Nicht wieder so lange warten

Von nun an werden alle nachfolgenden Generationen an Murray gemessen. Doch der 26-Jährige aus Dunblane hofft, dass die Nation nicht wieder 77 Jahre auf den nächsten Wimbledon-Champion warten muss. Die "Sun" atmete erleichtert auf: "Endlich, nach 77 Jahren, 15 Premierministern, 3 Monarchen: Ein Brite gewinnt Wimbledon."

"Dieses Turnier ist so unglaublich schwer zu gewinnen, daher könnte es durchaus sein, dass es wieder eine ganze Weile dauert", sagte Murray: "Mit all dem Geld, das in diesem Land in den Sport investiert wird, sollten es allerdings nicht wieder 70 Jahre oder mehr werden."

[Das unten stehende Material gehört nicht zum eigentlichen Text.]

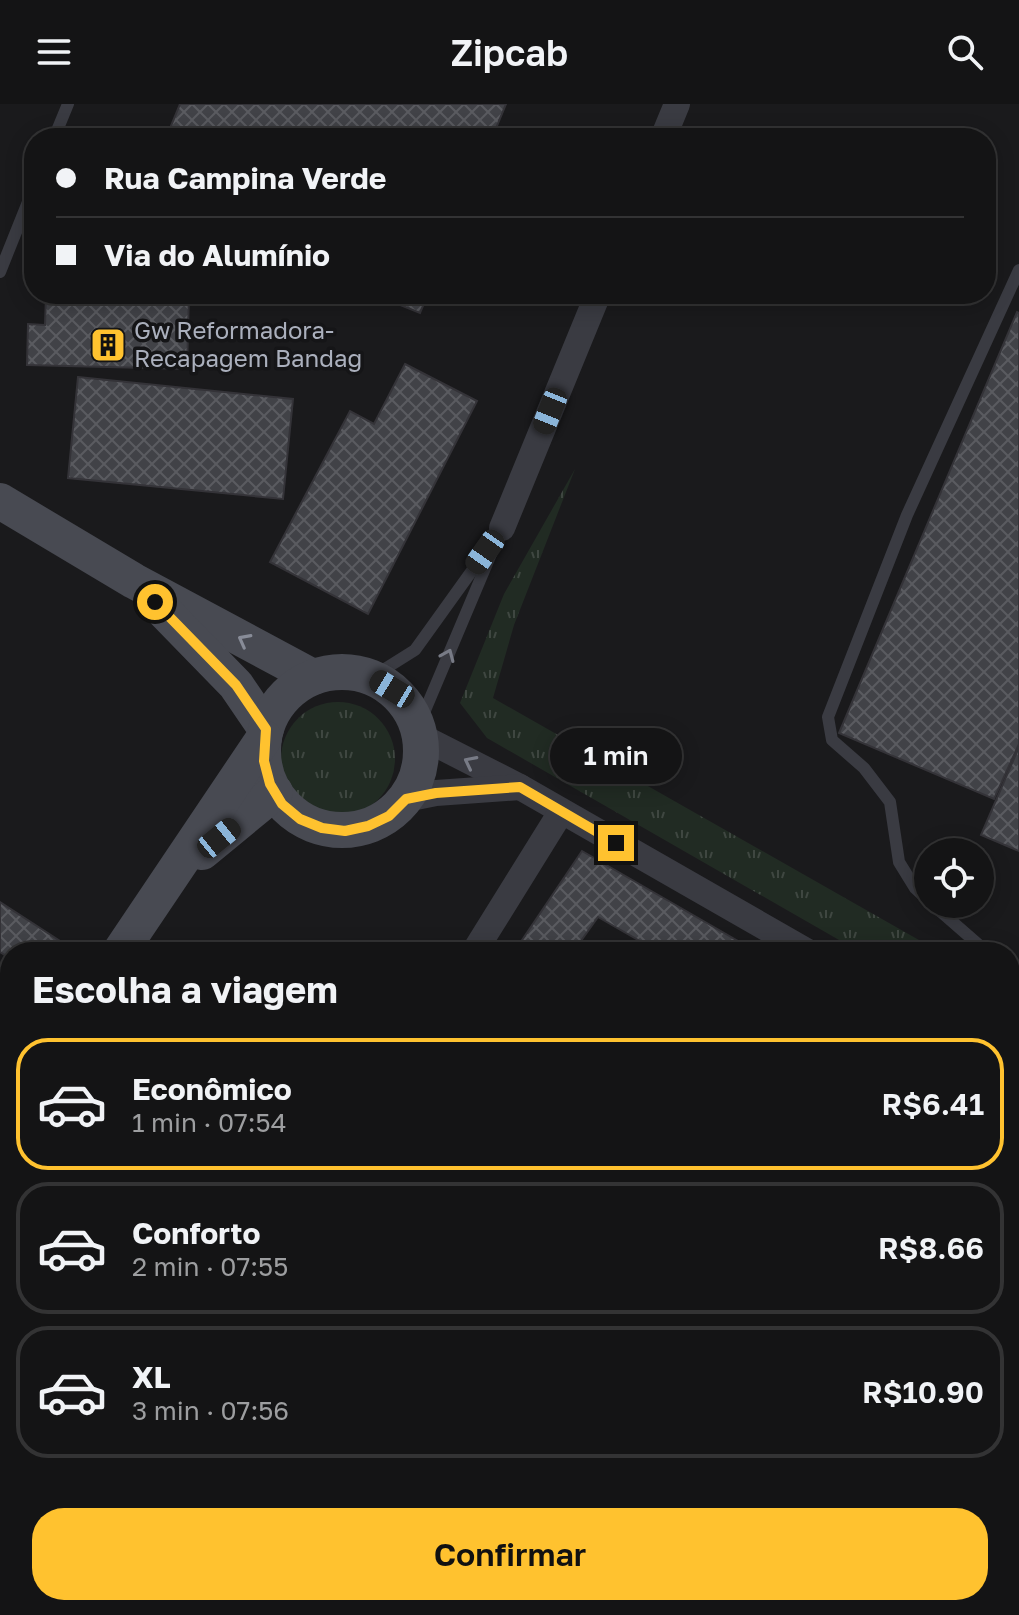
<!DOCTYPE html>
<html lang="pt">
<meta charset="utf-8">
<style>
:root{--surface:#141415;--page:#212122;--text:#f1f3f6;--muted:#9d9ea0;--line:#333334;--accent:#ffc22f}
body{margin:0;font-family:"Golos Text",sans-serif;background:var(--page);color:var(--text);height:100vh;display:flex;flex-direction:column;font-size:30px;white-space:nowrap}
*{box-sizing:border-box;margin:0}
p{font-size:26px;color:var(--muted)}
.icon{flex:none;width:44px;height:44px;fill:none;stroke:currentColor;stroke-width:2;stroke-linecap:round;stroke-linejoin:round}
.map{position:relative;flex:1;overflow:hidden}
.drawer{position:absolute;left:0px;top:838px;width:1020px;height:674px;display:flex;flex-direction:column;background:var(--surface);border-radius:32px 32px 0 0;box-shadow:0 4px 20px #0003,0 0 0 2px var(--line)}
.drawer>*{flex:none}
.hud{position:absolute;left:24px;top:24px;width:972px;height:176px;border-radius:32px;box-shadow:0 4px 20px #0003,0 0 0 2px var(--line);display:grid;align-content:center;height:176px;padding:0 32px;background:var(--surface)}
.tools{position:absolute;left:914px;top:734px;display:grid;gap:16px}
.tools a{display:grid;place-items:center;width:80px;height:80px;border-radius:50%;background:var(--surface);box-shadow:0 4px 20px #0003,0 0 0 2px var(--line);font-size:40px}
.end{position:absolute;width:36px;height:36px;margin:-18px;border:10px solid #ffc22f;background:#111;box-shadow:0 0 0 4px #111}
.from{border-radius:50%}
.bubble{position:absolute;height:56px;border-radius:28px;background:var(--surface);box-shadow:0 4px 20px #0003,0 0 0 2px var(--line);font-size:26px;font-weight:600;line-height:56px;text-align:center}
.car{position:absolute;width:24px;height:48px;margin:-24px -12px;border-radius:10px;box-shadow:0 0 6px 2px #0007;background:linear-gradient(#222 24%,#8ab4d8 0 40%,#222 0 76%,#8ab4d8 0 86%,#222 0)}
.hud b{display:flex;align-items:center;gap:28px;height:76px;font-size:30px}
.hud b+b{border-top:2px solid var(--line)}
.hud i{width:20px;height:20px;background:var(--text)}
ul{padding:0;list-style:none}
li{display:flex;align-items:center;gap:24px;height:132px;margin:0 16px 12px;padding:0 16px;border:4px solid var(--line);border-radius:32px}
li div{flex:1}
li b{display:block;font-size:30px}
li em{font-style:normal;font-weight:600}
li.active{border-color:var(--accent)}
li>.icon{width:72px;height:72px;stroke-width:1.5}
h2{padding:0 32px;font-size:36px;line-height:96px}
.primary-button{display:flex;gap:16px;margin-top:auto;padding:16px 32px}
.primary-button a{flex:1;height:92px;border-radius:32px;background:var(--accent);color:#111;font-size:32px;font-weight:600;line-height:92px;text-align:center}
header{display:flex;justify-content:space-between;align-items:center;height:104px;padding:0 32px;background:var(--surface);font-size:36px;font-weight:600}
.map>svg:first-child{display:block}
</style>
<header><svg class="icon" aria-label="menu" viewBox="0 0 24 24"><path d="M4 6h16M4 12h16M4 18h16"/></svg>Zipcab<svg class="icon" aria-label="search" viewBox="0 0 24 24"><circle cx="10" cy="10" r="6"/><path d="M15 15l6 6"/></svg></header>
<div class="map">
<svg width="1019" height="1511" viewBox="0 0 1019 1511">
<defs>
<pattern id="grass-tufts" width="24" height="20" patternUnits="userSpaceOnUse" patternTransform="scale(2)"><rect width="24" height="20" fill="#212b23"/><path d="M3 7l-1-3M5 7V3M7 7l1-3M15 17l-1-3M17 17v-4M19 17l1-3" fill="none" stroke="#3f4741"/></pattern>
<pattern id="building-cross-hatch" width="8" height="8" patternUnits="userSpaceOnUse" patternTransform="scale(2)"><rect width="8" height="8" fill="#414247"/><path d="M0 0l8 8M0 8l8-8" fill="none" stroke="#5a5b60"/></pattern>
</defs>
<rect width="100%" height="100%" fill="#1a1a1c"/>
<g fill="url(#grass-tufts)">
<polygon points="575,365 514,521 493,594 940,848 860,848 487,634 460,599 504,490"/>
<circle cx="338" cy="655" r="57"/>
<polygon points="1010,888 1019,893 1019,939 1010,934"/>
</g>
<g fill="url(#building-cross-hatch)" stroke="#343338" stroke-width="2">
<polygon points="180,0 506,0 492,34 166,34"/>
<polygon points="46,190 189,191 187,265 27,261 28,220 45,221"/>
<polygon points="373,190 428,190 420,209"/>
<polygon points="1017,208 1019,209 1019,640 994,695 839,629"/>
<polygon points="405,260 477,297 368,510 270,458 350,307 374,320"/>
<polygon points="78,273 293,295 283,395 68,374"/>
<polygon points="1019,643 1019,747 981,731"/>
<polygon points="582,747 757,848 659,848 598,813 573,848 514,848"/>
<polygon points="0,798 77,848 10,848 10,854 0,848"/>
<polygon points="1010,1140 1019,1145 1019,1321 1010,1316"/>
<polygon points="0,1376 10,1382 10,1502 133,1502 127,1511 0,1511"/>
<polygon points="1019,1423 1019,1511 787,1511 793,1502 1010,1502 1010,1434"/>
<polygon points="406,1502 685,1502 698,1511 401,1511"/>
</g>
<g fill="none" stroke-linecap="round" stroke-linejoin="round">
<g stroke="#3a3b42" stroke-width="12">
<polyline points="54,34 68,0"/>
<polyline points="0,168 34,83"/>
<polyline points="372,573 415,546 489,443"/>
<polyline points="418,623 502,424"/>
<polyline points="928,796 915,784 899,758 890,698 864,664 832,636 828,613 907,411 1019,166"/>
<polyline points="932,800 987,848"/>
<polyline points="1010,861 1019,866"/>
<polyline points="0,1354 10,1361"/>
<polyline points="220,1502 233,1511"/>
</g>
<g stroke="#3a3b42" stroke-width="26">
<polyline points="663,34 677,0"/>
<polyline points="502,424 598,190"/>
<polyline points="420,632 520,683 808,848"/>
<polyline points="406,695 436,689 520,683"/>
<polyline points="474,848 561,708"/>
<polyline points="1010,963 1019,968"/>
<polyline points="1010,1346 1019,1352"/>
</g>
<g stroke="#484a52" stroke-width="36">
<polyline points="0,397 134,477 313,573"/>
<polyline points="161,504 236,581 266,625"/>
<circle cx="342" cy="647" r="79"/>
<polyline points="202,748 275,688"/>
<polyline points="120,848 264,634"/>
<polyline points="0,1022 10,1007"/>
<polyline points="731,1502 744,1511"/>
</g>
</g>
<defs><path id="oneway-chevron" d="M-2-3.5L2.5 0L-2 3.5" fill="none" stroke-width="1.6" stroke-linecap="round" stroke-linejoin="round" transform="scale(2)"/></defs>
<use stroke="#888c98" href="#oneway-chevron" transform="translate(244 536) rotate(-152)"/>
<g stroke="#787b86">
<use href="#oneway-chevron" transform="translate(448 551) rotate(-67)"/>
<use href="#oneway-chevron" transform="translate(470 658) rotate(-153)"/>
</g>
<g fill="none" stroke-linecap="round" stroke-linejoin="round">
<polyline stroke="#ffc22f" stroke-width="10" points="155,498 236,581 266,625 264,657 270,680 282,700 300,715 322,724 345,727 368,722 389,712 406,695 436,689 520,683 616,739"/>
</g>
<defs>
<symbol id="building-square" viewBox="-11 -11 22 22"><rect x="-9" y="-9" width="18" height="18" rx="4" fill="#ffc22f" stroke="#151517"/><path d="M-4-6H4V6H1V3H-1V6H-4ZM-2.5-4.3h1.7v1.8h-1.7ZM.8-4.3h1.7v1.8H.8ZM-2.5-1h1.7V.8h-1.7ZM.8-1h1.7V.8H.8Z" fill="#111"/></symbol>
</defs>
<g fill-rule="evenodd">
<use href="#building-square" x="88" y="221" width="40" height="40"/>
</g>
<g text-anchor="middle" stroke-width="7" stroke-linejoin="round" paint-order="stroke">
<g font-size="24" fill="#abb0bd" stroke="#151517" text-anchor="start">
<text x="134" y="235">Gw Reformadora-<tspan x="134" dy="28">Recapagem Bandag</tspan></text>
</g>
</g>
</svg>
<div class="tools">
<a><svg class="icon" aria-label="locate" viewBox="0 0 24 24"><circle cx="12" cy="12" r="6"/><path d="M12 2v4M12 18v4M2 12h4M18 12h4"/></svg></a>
</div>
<i class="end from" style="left:155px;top:498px"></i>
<i class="end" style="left:616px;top:739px"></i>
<div class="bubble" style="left:550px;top:624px;width:132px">1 min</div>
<i class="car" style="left:550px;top:307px;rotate:202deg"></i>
<i class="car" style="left:485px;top:448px;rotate:215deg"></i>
<i class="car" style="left:392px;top:585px;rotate:301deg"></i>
<i class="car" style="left:219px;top:734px;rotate:51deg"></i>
<div class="hud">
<b><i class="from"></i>Rua Campina Verde</b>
<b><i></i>Via do Alumínio</b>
</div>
<section class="drawer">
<h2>Escolha a viagem</h2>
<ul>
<li class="active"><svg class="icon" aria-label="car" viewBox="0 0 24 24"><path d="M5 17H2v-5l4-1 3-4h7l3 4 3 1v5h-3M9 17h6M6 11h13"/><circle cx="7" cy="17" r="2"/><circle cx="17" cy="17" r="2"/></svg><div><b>Econômico</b><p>1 min · 07:54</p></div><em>R$6.41</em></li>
<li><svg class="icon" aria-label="car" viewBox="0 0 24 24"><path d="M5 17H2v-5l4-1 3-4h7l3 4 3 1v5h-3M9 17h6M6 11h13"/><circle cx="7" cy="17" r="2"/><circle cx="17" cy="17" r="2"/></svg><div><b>Conforto</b><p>2 min · 07:55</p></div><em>R$8.66</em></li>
<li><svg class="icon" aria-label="car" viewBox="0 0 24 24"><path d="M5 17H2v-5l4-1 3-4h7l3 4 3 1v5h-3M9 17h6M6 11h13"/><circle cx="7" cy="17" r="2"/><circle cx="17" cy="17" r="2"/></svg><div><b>XL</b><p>3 min · 07:56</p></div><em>R$10.90</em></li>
</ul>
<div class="primary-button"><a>Confirmar</a></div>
</section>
</div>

"Henmal Hill" bleibt "Henman Hill"

Die Nation genoss unterdessen den Siegestaumel: 15.000 Menschen auf dem Centre Court, Tausende auf dem "Henman Hill", der nicht in "Murray Mountain" umbenannt wird, und Millionen vor den Fernsehern waren in glückseliger Harmonie vereint. Die BBC verzeichnete beim Finale zwischen Murray und dem serbischen Weltranglistenersten Novak Djokovic Einschaltquoten in der Spitze von 17,3 Millionen Zuschauern mit 72,8 Prozent Marktanteil - der höchste Wert in diesem Jahr und mehr als ein Indiz für die Sehnsucht des Landes nach einem neuen Champion.